Step-by-Step Explanation

  1. Step 1

    Register the service worker

    The page registers a service worker script that installs and takes control of its scope.

  2. Step 2

    Cache assets on install

    The install event pre-caches known static assets into a versioned Cache API bucket.

  3. Step 3

    Intercept fetch and apply a strategy

    The fetch event handler picks Cache First, Network First, or Stale-While-Revalidate per request pattern.

  4. Step 4

    Evict old caches on activate

    The activate event deletes caches from previous versions, keyed by a build hash, to prevent stale entries lingering.

What Interviewer Expects

  • Ability to name and correctly explain Cache First, Network First, and Stale-While-Revalidate
  • Understanding of when each strategy is appropriate (static assets vs frequently updated content)
  • Awareness of cache versioning and eviction in the activate event
  • Mention of the Cache API and fetch event interception mechanics

Common Mistakes

  • Applying one blanket caching strategy to the entire app instead of per-request-pattern
  • Forgetting to version and evict old caches, causing stale assets to persist indefinitely
  • Confusing service worker caching with HTTP Cache-Control headers (a separate, complementary mechanism)
  • Not handling the offline fallback case when both cache and network fail

Best Answer (HR Friendly)

A service worker sits between the browser and the network and can decide how to answer each request — serve a saved copy instantly, always go to the network first, or serve the saved copy immediately while quietly fetching an updated one in the background. Picking the right approach per type of content lets an app feel fast and even work offline, without always showing stale data.

Code Example

fetch handler applying different strategies per request type
const CACHE_NAME = 'app-cache-v3'

self.addEventListener('activate', (event) => {
  event.waitUntil(
    caches.keys().then((keys) =>
      Promise.all(keys.filter((k) => k !== CACHE_NAME).map((k) => caches.delete(k)))
    )
  )
})

self.addEventListener('fetch', (event) => {
  const { request } = event

  if (request.destination === 'style' || request.destination === 'font') {
    // Cache First for versioned static assets
    event.respondWith(
      caches.match(request).then((cached) => cached || fetch(request))
    )
  } else if (request.url.includes('/api/')) {
    // Network First for frequently changing API data
    event.respondWith(
      fetch(request).catch(() => caches.match(request))
    )
  } else {
    // Stale-While-Revalidate for the rest
    event.respondWith(
      caches.open(CACHE_NAME).then(async (cache) => {
        const cached = await cache.match(request)
        const networkFetch = fetch(request).then((res) => {
          cache.put(request, res.clone())
          return res
        })
        return cached || networkFetch
      })
    )
  }
})

Follow-up Questions

  • When would you choose Network First over Stale-While-Revalidate?
  • How do you handle cache versioning across deployments?
  • What happens if both the cache and the network fail during a fetch?
  • How does service worker caching relate to HTTP Cache-Control headers?

MCQ Practice

1. Which strategy is best suited for versioned, hashed static assets that rarely change?

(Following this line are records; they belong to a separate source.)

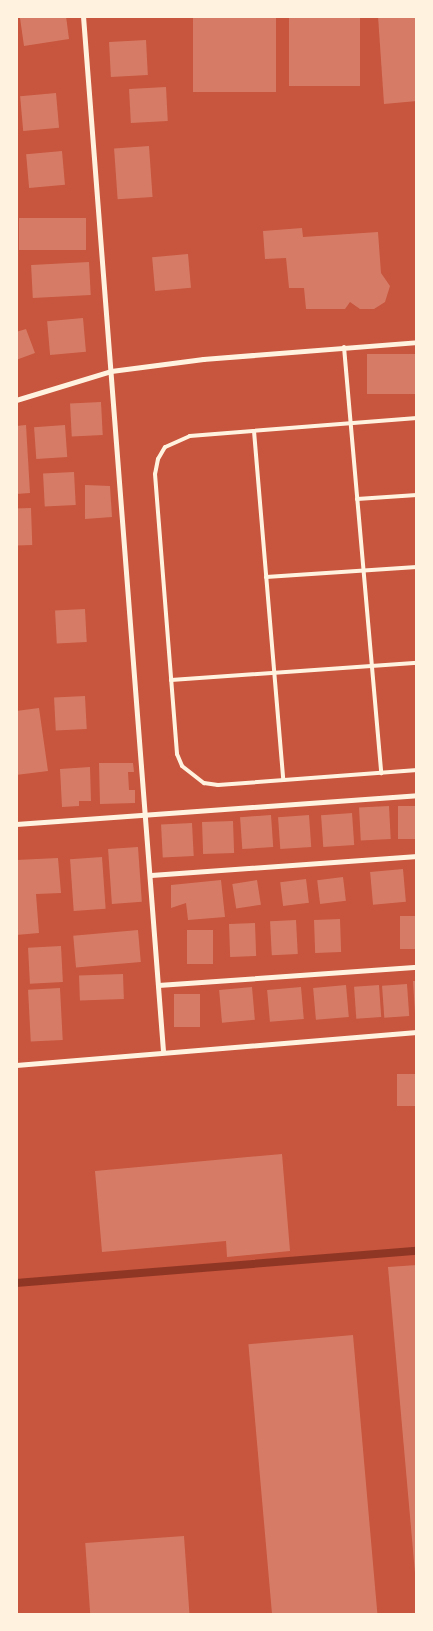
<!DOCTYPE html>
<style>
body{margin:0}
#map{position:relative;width:433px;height:1631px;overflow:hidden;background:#c8553d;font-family:"IBM Plex Sans",sans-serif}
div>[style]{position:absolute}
.stream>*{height:8px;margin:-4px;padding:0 4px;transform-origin:4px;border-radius:4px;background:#8f3625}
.building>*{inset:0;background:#d67c66;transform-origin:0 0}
.service>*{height:4px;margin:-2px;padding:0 2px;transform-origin:2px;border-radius:2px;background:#fff3e0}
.minor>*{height:5px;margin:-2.5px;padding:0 2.5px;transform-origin:2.5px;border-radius:2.5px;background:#fff3e0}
span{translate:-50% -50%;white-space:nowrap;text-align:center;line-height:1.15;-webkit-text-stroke:5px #fff3e0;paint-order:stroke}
.frame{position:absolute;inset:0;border:18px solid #fff3e0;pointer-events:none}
</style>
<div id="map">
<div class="stream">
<div style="left:16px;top:1283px;width:402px;rotate:-4.6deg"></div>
</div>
<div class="building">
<div style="clip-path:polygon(32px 16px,66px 16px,69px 39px,24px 46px,20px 18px)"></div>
<div style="left:193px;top:16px;width:83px;height:76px"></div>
<div style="left:289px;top:16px;width:71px;height:70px"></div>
<div style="clip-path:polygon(378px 16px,417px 16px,417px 101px,384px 104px)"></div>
<div style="left:146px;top:40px;width:35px;height:37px;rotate:87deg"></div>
<div style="left:166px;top:87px;width:34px;height:37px;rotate:87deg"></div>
<div style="left:56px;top:93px;width:35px;height:36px;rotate:85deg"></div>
<div style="left:149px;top:146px;width:51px;height:35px;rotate:86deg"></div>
<div style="left:62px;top:151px;width:34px;height:36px;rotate:85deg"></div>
<div style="left:86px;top:218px;width:32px;height:67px;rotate:90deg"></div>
<div style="clip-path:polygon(302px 228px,303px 237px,378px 232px,381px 273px,390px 286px,385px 302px,374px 309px,360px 309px,350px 302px,345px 309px,306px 309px,304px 288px,289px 288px,286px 258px,265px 259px,263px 231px)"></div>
<div style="left:188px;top:254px;width:34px;height:36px;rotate:85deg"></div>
<div style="left:89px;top:262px;width:33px;height:58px;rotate:87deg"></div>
<div style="left:83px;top:318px;width:34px;height:36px;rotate:85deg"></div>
<div style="clip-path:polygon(26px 329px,35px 353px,16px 360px,16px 332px)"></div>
<div style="left:417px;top:354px;width:40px;height:50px;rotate:90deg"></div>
<div style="left:101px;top:402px;width:33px;height:31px;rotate:87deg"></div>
<div style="clip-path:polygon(26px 425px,30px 493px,16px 494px,16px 426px)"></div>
<div style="left:65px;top:425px;width:32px;height:31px;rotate:86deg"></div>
<div style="left:74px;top:472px;width:33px;height:31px;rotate:87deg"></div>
<div style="clip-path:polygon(85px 485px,110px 486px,112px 517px,85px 519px)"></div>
<div style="left:31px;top:508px;width:37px;height:15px;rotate:88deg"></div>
<div style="left:85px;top:609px;width:33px;height:30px;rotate:87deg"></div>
<div style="left:85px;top:696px;width:33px;height:31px;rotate:87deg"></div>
<div style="clip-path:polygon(39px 708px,48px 771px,16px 775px,16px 711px)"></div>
<div style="clip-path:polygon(99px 763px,133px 763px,134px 772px,128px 772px,129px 790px,135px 790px,135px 803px,100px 804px)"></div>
<div style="clip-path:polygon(90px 767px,91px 801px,79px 801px,79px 806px,62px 807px,60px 769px)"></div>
<div style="left:389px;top:806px;width:33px;height:30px;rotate:87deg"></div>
<div style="left:417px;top:806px;width:33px;height:19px;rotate:90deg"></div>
<div style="left:352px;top:813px;width:32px;height:31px;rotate:86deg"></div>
<div style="left:271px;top:815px;width:32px;height:31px;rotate:86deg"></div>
<div style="left:309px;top:815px;width:32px;height:31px;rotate:86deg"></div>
<div style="left:233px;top:821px;width:32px;height:31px;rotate:88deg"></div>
<div style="left:192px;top:823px;width:33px;height:31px;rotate:87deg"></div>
<div style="left:138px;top:847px;width:55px;height:30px;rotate:86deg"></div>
<div style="left:102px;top:857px;width:52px;height:32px;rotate:86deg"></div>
<div style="clip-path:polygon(58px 858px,61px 893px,36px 894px,39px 933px,16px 935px,16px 860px)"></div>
<div style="left:403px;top:869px;width:33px;height:33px;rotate:85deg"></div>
<div style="left:343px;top:877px;width:24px;height:26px;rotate:83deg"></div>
<div style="left:306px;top:879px;width:24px;height:26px;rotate:83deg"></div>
<div style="clip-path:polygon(221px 880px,225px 917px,188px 920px,186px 903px,171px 908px,171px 885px)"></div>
<div style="left:257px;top:880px;width:25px;height:25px;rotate:81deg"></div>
<div style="left:417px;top:916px;width:33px;height:17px;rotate:90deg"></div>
<div style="left:340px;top:919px;width:33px;height:26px;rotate:88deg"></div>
<div style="left:296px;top:920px;width:34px;height:26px;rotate:87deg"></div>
<div style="left:255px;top:923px;width:33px;height:26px;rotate:88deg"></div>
<div style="left:138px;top:930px;width:32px;height:65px;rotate:85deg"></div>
<div style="left:187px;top:930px;width:26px;height:34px"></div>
<div style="left:61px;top:946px;width:36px;height:33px;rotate:87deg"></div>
<div style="left:123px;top:974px;width:25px;height:44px;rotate:88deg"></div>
<div style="clip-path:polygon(413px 981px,417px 981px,417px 1013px,415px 1013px)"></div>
<div style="left:407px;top:984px;width:32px;height:25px;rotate:86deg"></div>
<div style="left:346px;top:985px;width:32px;height:33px;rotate:85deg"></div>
<div style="left:379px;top:985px;width:32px;height:25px;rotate:86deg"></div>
<div style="left:252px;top:987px;width:33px;height:33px;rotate:85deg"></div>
<div style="left:301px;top:987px;width:32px;height:34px;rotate:85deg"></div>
<div style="left:60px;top:988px;width:52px;height:32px;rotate:87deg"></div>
<div style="left:174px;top:994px;width:26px;height:33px"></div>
<div style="left:417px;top:1074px;width:32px;height:20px;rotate:90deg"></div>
<div style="clip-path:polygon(282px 1154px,290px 1251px,227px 1257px,226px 1241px,102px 1252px,95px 1171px)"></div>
<div style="clip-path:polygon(417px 1265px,417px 1573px,415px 1573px,388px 1267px)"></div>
<div style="left:353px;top:1335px;width:281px;height:105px;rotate:85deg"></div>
<div style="left:184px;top:1536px;width:79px;height:99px;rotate:86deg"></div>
</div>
<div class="service">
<div style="left:344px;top:347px;width:428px;rotate:85deg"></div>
<div style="left:417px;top:418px;width:228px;rotate:175.5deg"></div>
<div style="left:190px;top:436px;width:27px;rotate:156deg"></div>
<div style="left:165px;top:447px;width:14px;rotate:120deg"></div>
<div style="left:158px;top:459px;width:15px;rotate:101deg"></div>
<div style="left:155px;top:474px;width:281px;rotate:85.5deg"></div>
<div style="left:177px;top:754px;width:13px;rotate:67deg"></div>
<div style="left:182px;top:766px;width:28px;rotate:38deg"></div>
<div style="left:204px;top:783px;width:14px;rotate:8deg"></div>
<div style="left:218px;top:785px;width:200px;rotate:-4.3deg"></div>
<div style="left:254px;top:431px;width:350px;rotate:85.2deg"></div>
<div style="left:357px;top:499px;width:60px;rotate:-3.8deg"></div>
<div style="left:266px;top:577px;width:151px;rotate:-3.8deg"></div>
<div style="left:171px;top:680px;width:247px;rotate:-4deg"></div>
</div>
<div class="minor">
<div style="left:83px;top:16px;width:1038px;rotate:85.58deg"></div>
<div style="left:16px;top:400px;width:99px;rotate:-17deg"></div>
<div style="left:111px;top:371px;width:93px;rotate:-7.4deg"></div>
<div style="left:203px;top:359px;width:215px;rotate:-4.5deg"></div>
<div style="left:16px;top:824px;width:402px;rotate:-4.1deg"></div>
<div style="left:151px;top:875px;width:267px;rotate:-4.1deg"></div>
<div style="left:158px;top:985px;width:260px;rotate:-4deg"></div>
<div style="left:16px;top:1065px;width:402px;rotate:-4.7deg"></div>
</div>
<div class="frame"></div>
</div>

Cache First serves instantly from cache since a hashed filename guarantees the content never changes.

2. What does Stale-While-Revalidate do?

It returns the cached copy instantly for speed while fetching a fresh copy for next time.

3. Why is cache versioning important in the activate event?

Deleting old-versioned caches on activate prevents outdated assets from being served forever.

Flash Cards

Cache First strategy?Check cache, fall back to network — best for versioned static assets.

Network First strategy?Try network, fall back to cache — best for frequently updated content.

Stale-While-Revalidate?Serve cache instantly, update cache from network in the background.

Why version cache names?So the activate event can evict old caches and avoid stale assets lingering.